Posterior wall, posterior septum, papillary muscles of the LV.
Occlusion of the left circumflex artery leads to infarction of the ____[1].
lateral wall of the LV.
Gold standard laboratory test for MI
Troponin I. Levels rise 2-4 hrs after infarction, peak at 24 hrs, return to nml in 7-10 days. CK-MB is useful for detecting reinfarction (rise 4-6 hrs after infarction, peak at 24, return to nml in 72 hrs).

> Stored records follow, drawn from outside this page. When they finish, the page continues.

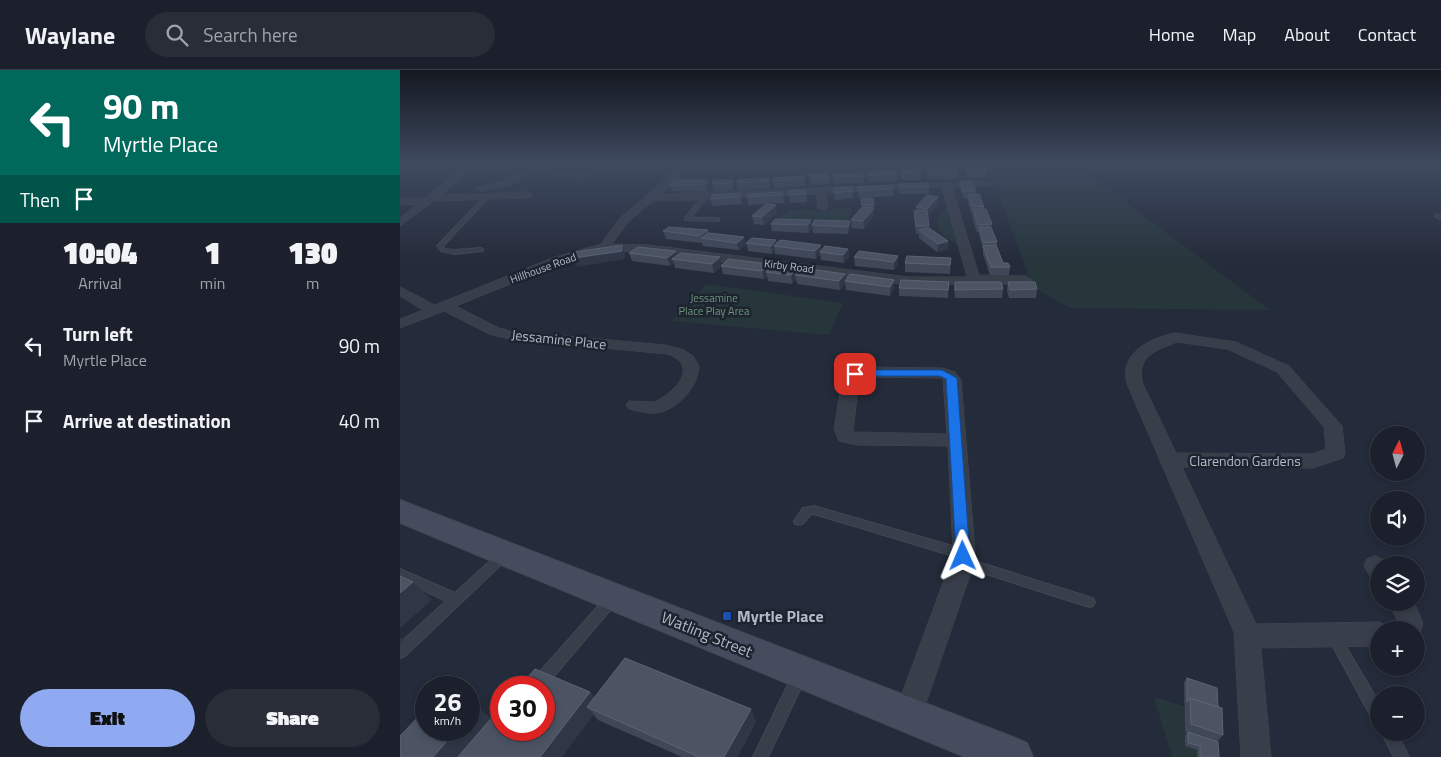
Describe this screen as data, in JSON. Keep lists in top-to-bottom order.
{
  "streets": {
    "main road": ["Watling Street"],
    "street": [
      "Kirby Road",
      "Hillhouse Road",
      "Jessamine Place",
      "Clarendon Gardens"
    ]
  },
  "crossings": [
    ["Kirby Road", "Hillhouse Road"],
    ["Hillhouse Road", "Jessamine Place"]
  ],
  "parks": ["Jessamine Place Play Area"],
  "places": {
    "transit": ["Myrtle Place"]
  },
  "north": "top",
  "page": {
    "header": "Waylane",
    "search": "Search here",
    "nav": [
      "Home",
      "Map",
      "About",
      "Contact"
    ],
    "turn": ["90 m", "Myrtle Place"],
    "then": "Then",
    "eta": [
      "10:04",
      "Arrival",
      "1",
      "min",
      "130",
      "m"
    ],
    "list": [
      {
        "name": "Turn left",
        "note": "Myrtle Place",
        "value": "90 m"
      },
      {
        "name": "Arrive at destination",
        "value": "40 m"
      }
    ],
    "map_buttons": ["+", "−"],
    "speed": "26 km/h",
    "limit": "30",
    "buttons": ["Exit", "Share"]
  }
}
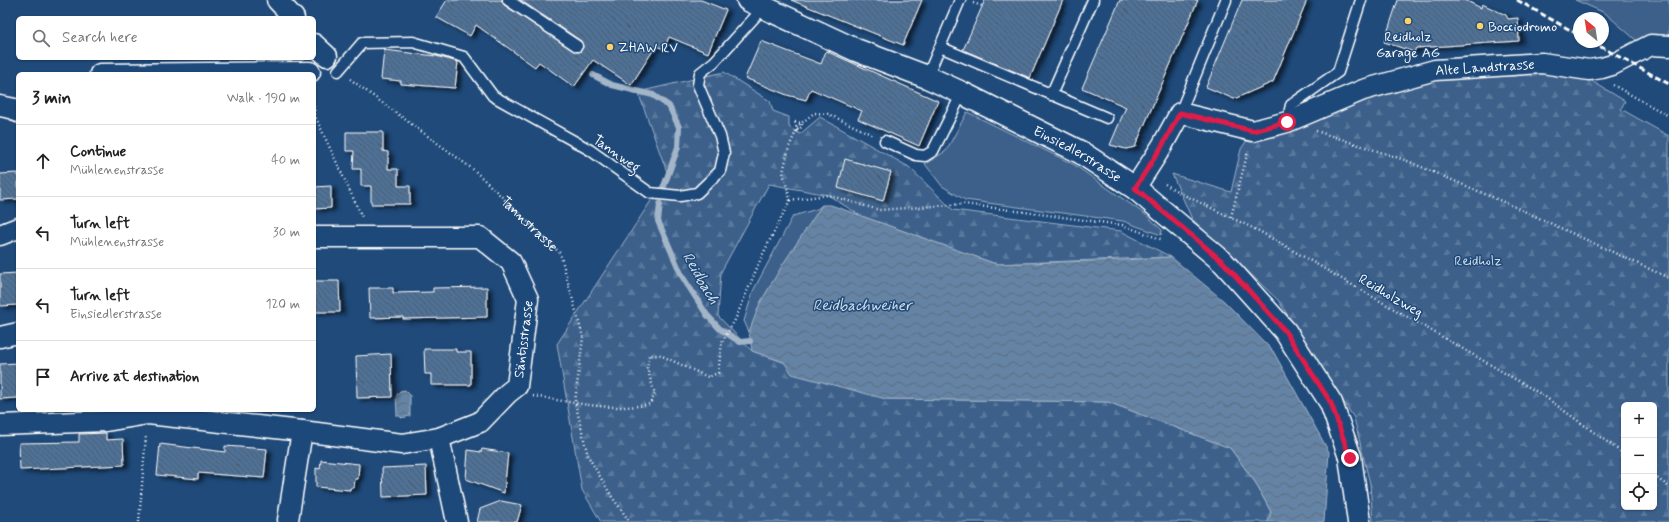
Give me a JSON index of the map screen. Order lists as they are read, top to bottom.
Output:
{
  "streets": {
    "main road": ["Einsiedlerstrasse"],
    "street": ["Alte Landstrasse", "Säntisstrasse"],
    "lane": ["Tannweg"],
    "path": ["Tannstrasse", "Reidholzweg"]
  },
  "crossings": [
    ["Tannweg", "Einsiedlerstrasse"],
    ["Tannweg", "Tannstrasse"],
    ["Einsiedlerstrasse", "Reidholzweg"]
  ],
  "water": ["Reidbach", "Reidbachweiher"],
  "parks": ["Reidholz"],
  "places": ["Reidholz Garage AG", "Bocciodromo", "ZHAW RV"],
  "north": "top left",
  "page": {
    "search": "Search here",
    "heading": ["3 min", "Walk · 190 m"],
    "list": [
      ["Continue", "Mühlenenstrasse", "40 m"],
      ["Turn left", "Mühlenenstrasse", "30 m"],
      ["Turn left", "Einsiedlerstrasse", "120 m"],
      "Arrive at destination"
    ],
    "map_buttons": ["+", "−"]
  }
}
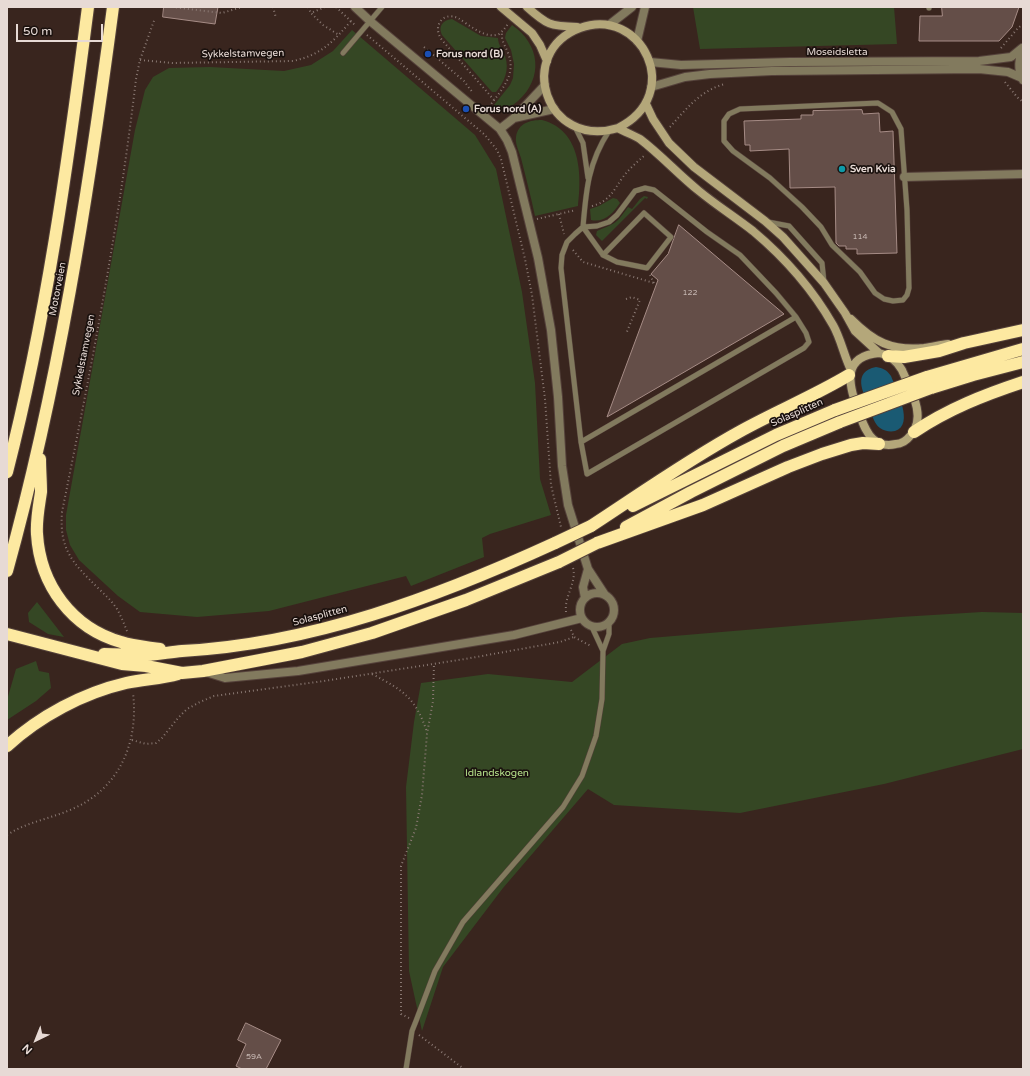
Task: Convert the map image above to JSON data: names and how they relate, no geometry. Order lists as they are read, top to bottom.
{
  "streets": {
    "highway": ["Motorveien", "Solasplitten"],
    "street": ["Moseidsletta"],
    "path": ["Sykkelstamvegen"]
  },
  "parks": ["Idlandskogen"],
  "places": ["Forus nord (B)", "Forus nord (A)", "Sven Kvia"],
  "house_numbers": ["114", "122", "59A"],
  "scale_bar": "50 m",
  "north": "bottom left"
}
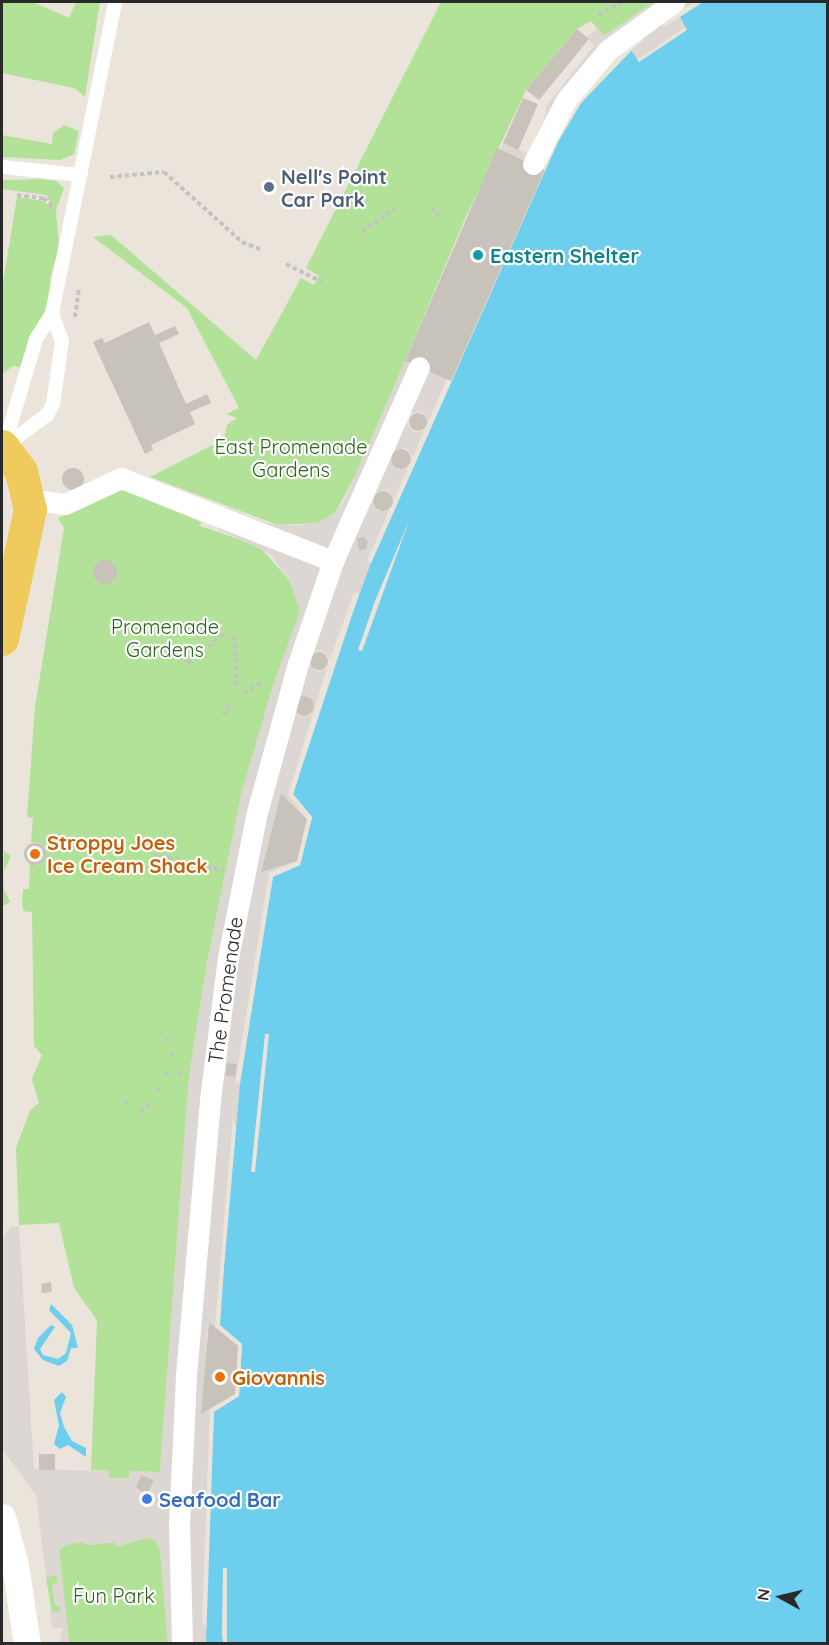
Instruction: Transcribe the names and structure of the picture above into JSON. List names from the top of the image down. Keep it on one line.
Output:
{"streets":{"street":["The Promenade"]},"parks":["East Promenade Gardens","Promenade Gardens","Fun Park"],"places":["Nell's Point Car Park","Eastern Shelter","Stroppy Joes Ice Cream Shack","Giovannis","Seafood Bar"],"north":"left"}
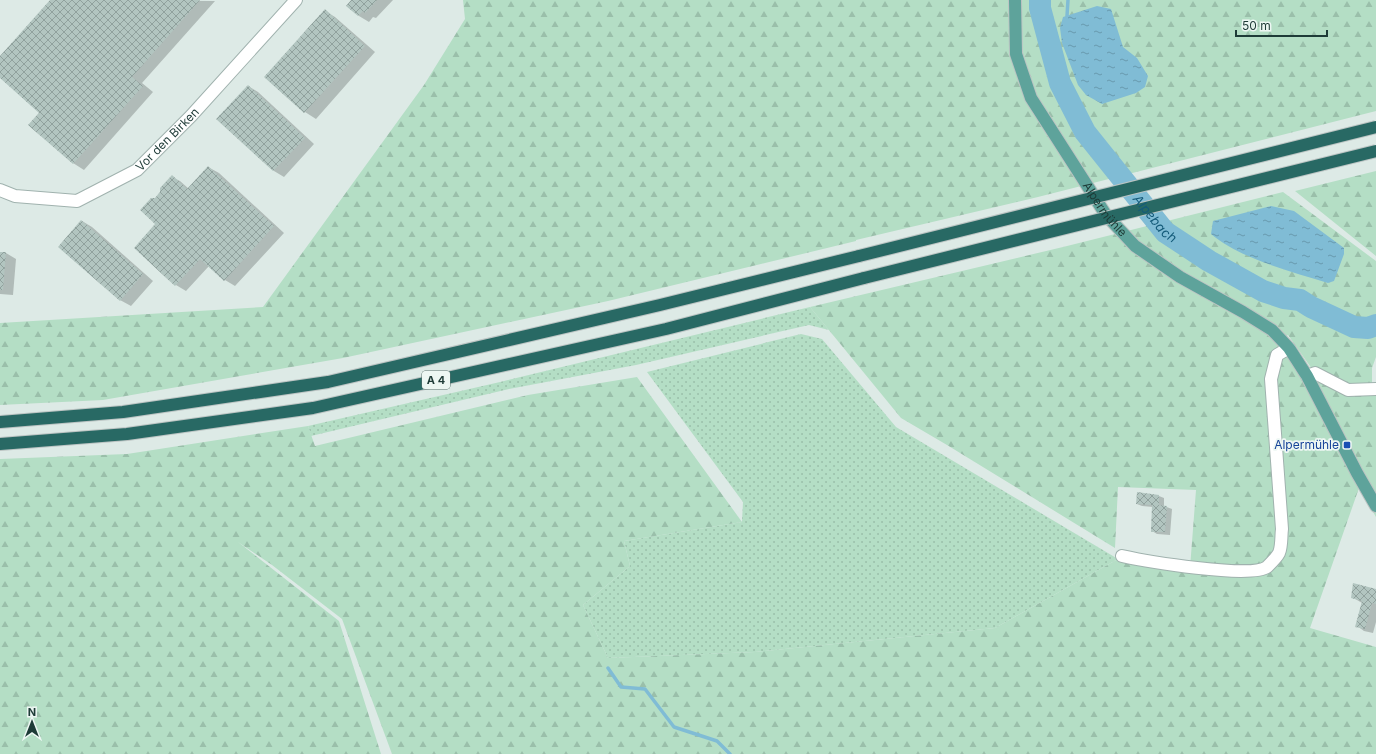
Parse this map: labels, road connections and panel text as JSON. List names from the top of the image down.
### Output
{
  "streets": {
    "highway": ["A 4"],
    "main road": ["Alpermühle"],
    "street": ["Vor den Birken"]
  },
  "water": ["Alpebach"],
  "places": {
    "transit": ["Alpermühle"]
  },
  "scale_bar": "50 m",
  "north": "top"
}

Left-sided heart failure tx
ACE inhibitor
‘Nutmeg’ liver, JVD, Dependent pitting edema.
Right sided heart failure
Hemosiderin-laden macrophages in the alveoli, dyspnea, paroxysmal nocturnal dyspnea, orthopnea
Left-sided heart failure
Eisenmenger syndrome
A left-to-right shunt reverses. Increased flow through the pulmonary circulation results in hypertrophy of pulmonary vessels and pulmonary htn. leads to late cyanosis with right ventricular hypertrophy, polycythemia, and clubbing.
A congenital left-to-right shunt. most common congenital heart defect. associated with fetal alcohol syndrome. Large defects can lead to Eisenmenger syndrome.
Ventricular Septal Defect. tx = surgical closure
Left-to-right shunt and split S2 on auscultation. Gives paradoxical emboli
Atrial Septal Defect (ASD). most common type is OSTIUM SECUNDUM. OSTIUM PRIMUM type is associated with DOWN SYNDROME
Holosystolic “MACHINE-LIKE” murmur.
PDA. Associated with CONGENITAL RUBELLA. Left-right shunt between aorta and pulmonary artery. Can lead to Eisenmenger syndrome, resulting in lower extremity cyanosis.
Treatment of a PDA
Indomethacin - decreases PGE.
Right-to-left shunt
Stenosis of the right ventricular outflow tract; right ventricular hypertrophy; VSD; and an aorta that overrides the VSD. “Boot-shaped” heart on x-ray
Tetralogy of Fallot. Pt learns to squat in response to a cyanotic spell; increases arterial resistance –> decreases shunting and allows more blood to reach the lungs
What disease is associated with Transposition of the Great Vessels
Maternal Diabetes
Single, large vessel arising from both venticles.
Truncus arteriosus
Location of coarctation of the aorta in the infantile form. _____ Disorder association?
Coarction lies after the aortic arch, but BEFORE the PDA. Associated with a PDA, and TURNER SYNDROME. Presents as lower extremity cyanosis in infants at birth
HTN in the upper extremities, hypotension with weak pulses in the lower extremities. Notching on the ribs. Associated with?
Adult form of coarctation of the aorta. Lies after the aortic arch. Get collateral circulation across intercostal arteries. ASSOCIATED WITH BICUSPID AORTIC VALVE
Jones Criteria
For dx of Acute Rheumatic Fever:
1. Evidence of prior group A beta-hemolytic strept infection (elevated ASO or anti-DNase B titers).
2. Minor criteria: fever and elevated ESR.
3. Major:
J: Joint - Migratory polyarthritis.
O: Heart. Endocarditis [mitral valve - small vegetations leading to regurgitation. Myocarditis with ASCHOFF BODIES (ANITSCHKOW CELLS) Pericarditis - leading to friction rub and chest pain
N: Nodels [Subcutaneous nodules
E: Erythema marginatum [annular, nonpruritic involving trunk and limbs]
S: Sydenham chorea [rapid, involuntary muscle movements]
Systemic complication of pharyngitis due to group A Beta-hemolytic strep. Children 2-3 weeks after strep pharyngitis. Caused by molecular mimicry –> BACTERIAL M PROTEIN.